Other drug-related provisions include § 901 which expands the products that qualify for fast track review and the endpoints that may be used to gain fast track approval. Section 902 allows FDA to accelerate approval of “breakthrough therapies” defined as those which may show “substantial improvement over existing therapies on one or more clinically significant endpoints.” The SIA requires FDA to “implement a structured risk-benefit assessment framework in the new drug approval process.” It creates a “priority review voucher” as an incentive to develop treatments for rare pediatric diseases.
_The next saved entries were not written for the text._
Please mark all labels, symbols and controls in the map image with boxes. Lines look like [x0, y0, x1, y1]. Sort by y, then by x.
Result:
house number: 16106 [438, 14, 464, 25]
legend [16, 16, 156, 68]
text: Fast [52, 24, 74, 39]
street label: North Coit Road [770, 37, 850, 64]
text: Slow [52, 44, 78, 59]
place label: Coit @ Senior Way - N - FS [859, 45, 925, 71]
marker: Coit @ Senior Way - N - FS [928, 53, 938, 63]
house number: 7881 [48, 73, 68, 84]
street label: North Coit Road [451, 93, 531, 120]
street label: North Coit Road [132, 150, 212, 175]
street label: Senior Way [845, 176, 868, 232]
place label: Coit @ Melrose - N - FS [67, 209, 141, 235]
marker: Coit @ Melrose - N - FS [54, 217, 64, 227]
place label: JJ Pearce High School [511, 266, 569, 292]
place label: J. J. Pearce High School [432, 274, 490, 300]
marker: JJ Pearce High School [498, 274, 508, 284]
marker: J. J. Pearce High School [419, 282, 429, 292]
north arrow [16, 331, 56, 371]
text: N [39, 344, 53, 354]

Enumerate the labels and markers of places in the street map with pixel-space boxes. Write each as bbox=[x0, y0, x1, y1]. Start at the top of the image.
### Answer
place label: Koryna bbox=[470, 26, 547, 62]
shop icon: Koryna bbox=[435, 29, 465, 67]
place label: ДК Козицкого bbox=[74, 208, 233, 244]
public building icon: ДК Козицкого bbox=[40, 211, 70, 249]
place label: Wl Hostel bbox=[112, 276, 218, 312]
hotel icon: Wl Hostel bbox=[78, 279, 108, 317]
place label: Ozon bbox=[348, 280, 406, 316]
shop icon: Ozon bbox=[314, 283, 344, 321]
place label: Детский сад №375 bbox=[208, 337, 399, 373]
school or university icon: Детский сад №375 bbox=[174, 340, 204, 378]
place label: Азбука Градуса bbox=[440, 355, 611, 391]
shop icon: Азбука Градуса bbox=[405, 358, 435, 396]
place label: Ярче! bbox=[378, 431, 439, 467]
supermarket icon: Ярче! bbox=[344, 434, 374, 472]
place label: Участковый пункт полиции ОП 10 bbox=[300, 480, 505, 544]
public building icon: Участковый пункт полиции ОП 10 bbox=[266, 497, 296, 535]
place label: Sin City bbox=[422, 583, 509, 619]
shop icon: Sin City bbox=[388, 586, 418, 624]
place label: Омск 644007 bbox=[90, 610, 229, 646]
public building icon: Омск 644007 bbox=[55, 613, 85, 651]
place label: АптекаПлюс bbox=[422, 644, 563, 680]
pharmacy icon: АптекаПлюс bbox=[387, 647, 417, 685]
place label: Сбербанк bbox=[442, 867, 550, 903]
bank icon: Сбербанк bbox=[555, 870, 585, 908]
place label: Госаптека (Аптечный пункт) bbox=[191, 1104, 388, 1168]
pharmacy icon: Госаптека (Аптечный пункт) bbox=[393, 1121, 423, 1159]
The SIA includes provisions designed to mitigate the recent drug shortages. Manufacturers are required to notify FDA at least six months, or as soon as is “practicable,” before they discontinue or interrupt manufacture of a particular drug to an extent that may cause a disruption in supply. FDA must consider the impact of any warning letter or other enforcement action on the supply of a drug. FDA must create a task force to develop and implement a strategic plan to prevent and mitigate shortages. The Comptroller General must study drug shortages and their causes.

The SIA contains several miscellaneous provisions as well. Within two years, FDA must issue a guidance on the use of the internet (including social media) to promote regulated products. FDA is to work with regulators from other nations to develop uniform, scientifically driven clinical trial standards. FDA is to research the use of nanomaterials in regulated products. FDA cannot further delay the effective date of its final rule on over-the-counter sunscreens. The SIA clarifies and modifies the time frame within which an ANDA must receive tentative approval to avoid forfeiting the 180 day marketing exclusivity. The time for FDA to respond to certain citizen petitions related to generic drugs and biosimilars is shortened from 180 to 150 days. There are changes to the conflict of interest rules for FDA advisory committees.

The SIA contains other provisions, as we have mentioned only those we thought most likely to be of interest. Anyone subject to FDA regulation may wish to investigate the act, which can be found here, more thoroughly for items of potential relevance to their business.